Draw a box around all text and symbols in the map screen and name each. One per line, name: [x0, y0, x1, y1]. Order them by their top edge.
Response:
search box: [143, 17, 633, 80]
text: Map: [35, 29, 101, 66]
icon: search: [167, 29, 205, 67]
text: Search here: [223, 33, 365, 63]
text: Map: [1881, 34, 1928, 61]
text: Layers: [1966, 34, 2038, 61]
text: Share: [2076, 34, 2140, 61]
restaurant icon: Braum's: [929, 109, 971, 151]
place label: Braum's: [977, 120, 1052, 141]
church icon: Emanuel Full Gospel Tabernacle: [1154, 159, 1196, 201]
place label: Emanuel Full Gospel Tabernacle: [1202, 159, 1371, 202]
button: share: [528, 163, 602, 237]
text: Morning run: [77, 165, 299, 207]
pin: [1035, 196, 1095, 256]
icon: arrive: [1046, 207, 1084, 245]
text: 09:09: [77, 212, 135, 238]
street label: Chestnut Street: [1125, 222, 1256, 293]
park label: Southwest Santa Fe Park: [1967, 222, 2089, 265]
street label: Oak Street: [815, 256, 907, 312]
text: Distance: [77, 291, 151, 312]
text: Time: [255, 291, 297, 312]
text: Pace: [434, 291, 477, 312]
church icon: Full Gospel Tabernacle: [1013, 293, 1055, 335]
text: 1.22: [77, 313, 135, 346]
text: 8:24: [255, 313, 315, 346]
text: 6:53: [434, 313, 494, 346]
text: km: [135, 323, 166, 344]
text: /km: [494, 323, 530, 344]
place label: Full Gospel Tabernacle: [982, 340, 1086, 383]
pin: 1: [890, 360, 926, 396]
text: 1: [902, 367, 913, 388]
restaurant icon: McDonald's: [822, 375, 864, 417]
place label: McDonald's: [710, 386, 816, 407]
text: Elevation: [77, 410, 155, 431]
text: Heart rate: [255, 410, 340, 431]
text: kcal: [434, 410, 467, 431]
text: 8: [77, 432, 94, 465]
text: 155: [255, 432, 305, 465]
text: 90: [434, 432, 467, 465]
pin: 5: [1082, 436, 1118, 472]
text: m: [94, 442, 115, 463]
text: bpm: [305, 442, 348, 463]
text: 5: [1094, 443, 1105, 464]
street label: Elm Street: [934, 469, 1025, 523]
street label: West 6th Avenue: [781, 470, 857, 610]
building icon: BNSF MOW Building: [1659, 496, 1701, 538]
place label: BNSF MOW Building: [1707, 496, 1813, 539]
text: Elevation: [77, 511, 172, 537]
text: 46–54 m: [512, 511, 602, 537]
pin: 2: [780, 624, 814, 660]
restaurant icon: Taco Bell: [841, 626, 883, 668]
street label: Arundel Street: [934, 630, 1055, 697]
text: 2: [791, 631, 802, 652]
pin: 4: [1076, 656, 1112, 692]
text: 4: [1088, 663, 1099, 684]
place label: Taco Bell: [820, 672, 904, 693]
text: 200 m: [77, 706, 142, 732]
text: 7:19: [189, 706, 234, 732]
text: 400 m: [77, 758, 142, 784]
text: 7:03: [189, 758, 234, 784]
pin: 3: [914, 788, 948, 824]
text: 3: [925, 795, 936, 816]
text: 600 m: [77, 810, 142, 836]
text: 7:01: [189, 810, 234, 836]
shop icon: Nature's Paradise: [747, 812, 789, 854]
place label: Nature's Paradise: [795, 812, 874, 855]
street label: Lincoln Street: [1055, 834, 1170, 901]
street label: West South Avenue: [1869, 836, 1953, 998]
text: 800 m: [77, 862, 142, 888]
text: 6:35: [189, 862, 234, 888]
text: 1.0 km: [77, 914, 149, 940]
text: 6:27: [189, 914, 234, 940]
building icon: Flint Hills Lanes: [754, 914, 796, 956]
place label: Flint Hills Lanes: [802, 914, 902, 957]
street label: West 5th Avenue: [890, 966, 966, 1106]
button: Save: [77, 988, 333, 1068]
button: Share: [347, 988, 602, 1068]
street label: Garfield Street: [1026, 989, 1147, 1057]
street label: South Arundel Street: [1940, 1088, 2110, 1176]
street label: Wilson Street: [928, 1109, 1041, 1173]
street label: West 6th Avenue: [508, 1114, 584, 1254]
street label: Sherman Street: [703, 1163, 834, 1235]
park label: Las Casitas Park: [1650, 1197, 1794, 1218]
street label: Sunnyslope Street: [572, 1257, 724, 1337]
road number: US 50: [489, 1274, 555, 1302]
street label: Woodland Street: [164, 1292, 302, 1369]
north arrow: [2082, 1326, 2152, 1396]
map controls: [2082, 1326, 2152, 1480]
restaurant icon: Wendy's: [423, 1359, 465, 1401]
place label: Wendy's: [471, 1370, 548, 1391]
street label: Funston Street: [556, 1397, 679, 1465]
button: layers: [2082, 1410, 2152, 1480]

> [Work required]
From the first line to the last, copy the data exactly.

> [Result of the exercise]
Draw a box around all text and symbols in the map screen and name each. One per line, name: [x0, y0, x1, y1]. Order them by their top edge.
Response:
search box: [143, 17, 633, 80]
text: Map: [35, 29, 101, 66]
icon: search: [167, 29, 205, 67]
text: Search here: [223, 33, 365, 63]
text: Map: [1881, 34, 1928, 61]
text: Layers: [1966, 34, 2038, 61]
text: Share: [2076, 34, 2140, 61]
restaurant icon: Braum's: [929, 109, 971, 151]
place label: Braum's: [977, 120, 1052, 141]
church icon: Emanuel Full Gospel Tabernacle: [1154, 159, 1196, 201]
place label: Emanuel Full Gospel Tabernacle: [1202, 159, 1371, 202]
button: share: [528, 163, 602, 237]
text: Morning run: [77, 165, 299, 207]
pin: [1035, 196, 1095, 256]
icon: arrive: [1046, 207, 1084, 245]
text: 09:09: [77, 212, 135, 238]
street label: Chestnut Street: [1125, 222, 1256, 293]
park label: Southwest Santa Fe Park: [1967, 222, 2089, 265]
street label: Oak Street: [815, 256, 907, 312]
text: Distance: [77, 291, 151, 312]
text: Time: [255, 291, 297, 312]
text: Pace: [434, 291, 477, 312]
church icon: Full Gospel Tabernacle: [1013, 293, 1055, 335]
text: 1.22: [77, 313, 135, 346]
text: 8:24: [255, 313, 315, 346]
text: 6:53: [434, 313, 494, 346]
text: km: [135, 323, 166, 344]
text: /km: [494, 323, 530, 344]
place label: Full Gospel Tabernacle: [982, 340, 1086, 383]
pin: 1: [890, 360, 926, 396]
text: 1: [902, 367, 913, 388]
restaurant icon: McDonald's: [822, 375, 864, 417]
place label: McDonald's: [710, 386, 816, 407]
text: Elevation: [77, 410, 155, 431]
text: Heart rate: [255, 410, 340, 431]
text: kcal: [434, 410, 467, 431]
text: 8: [77, 432, 94, 465]
text: 155: [255, 432, 305, 465]
text: 90: [434, 432, 467, 465]
pin: 5: [1082, 436, 1118, 472]
text: m: [94, 442, 115, 463]
text: bpm: [305, 442, 348, 463]
text: 5: [1094, 443, 1105, 464]
street label: Elm Street: [934, 469, 1025, 523]
street label: West 6th Avenue: [781, 470, 857, 610]
building icon: BNSF MOW Building: [1659, 496, 1701, 538]
place label: BNSF MOW Building: [1707, 496, 1813, 539]
text: Elevation: [77, 511, 172, 537]
text: 46–54 m: [512, 511, 602, 537]
pin: 2: [780, 624, 814, 660]
restaurant icon: Taco Bell: [841, 626, 883, 668]
street label: Arundel Street: [934, 630, 1055, 697]
text: 2: [791, 631, 802, 652]
pin: 4: [1076, 656, 1112, 692]
text: 4: [1088, 663, 1099, 684]
place label: Taco Bell: [820, 672, 904, 693]
text: 200 m: [77, 706, 142, 732]
text: 7:19: [189, 706, 234, 732]
text: 400 m: [77, 758, 142, 784]
text: 7:03: [189, 758, 234, 784]
pin: 3: [914, 788, 948, 824]
text: 3: [925, 795, 936, 816]
text: 600 m: [77, 810, 142, 836]
text: 7:01: [189, 810, 234, 836]
shop icon: Nature's Paradise: [747, 812, 789, 854]
place label: Nature's Paradise: [795, 812, 874, 855]
street label: Lincoln Street: [1055, 834, 1170, 901]
street label: West South Avenue: [1869, 836, 1953, 998]
text: 800 m: [77, 862, 142, 888]
text: 6:35: [189, 862, 234, 888]
text: 1.0 km: [77, 914, 149, 940]
text: 6:27: [189, 914, 234, 940]
building icon: Flint Hills Lanes: [754, 914, 796, 956]
place label: Flint Hills Lanes: [802, 914, 902, 957]
street label: West 5th Avenue: [890, 966, 966, 1106]
button: Save: [77, 988, 333, 1068]
button: Share: [347, 988, 602, 1068]
street label: Garfield Street: [1026, 989, 1147, 1057]
street label: South Arundel Street: [1940, 1088, 2110, 1176]
street label: Wilson Street: [928, 1109, 1041, 1173]
street label: West 6th Avenue: [508, 1114, 584, 1254]
street label: Sherman Street: [703, 1163, 834, 1235]
park label: Las Casitas Park: [1650, 1197, 1794, 1218]
street label: Sunnyslope Street: [572, 1257, 724, 1337]
road number: US 50: [489, 1274, 555, 1302]
street label: Woodland Street: [164, 1292, 302, 1369]
north arrow: [2082, 1326, 2152, 1396]
map controls: [2082, 1326, 2152, 1480]
restaurant icon: Wendy's: [423, 1359, 465, 1401]
place label: Wendy's: [471, 1370, 548, 1391]
street label: Funston Street: [556, 1397, 679, 1465]
button: layers: [2082, 1410, 2152, 1480]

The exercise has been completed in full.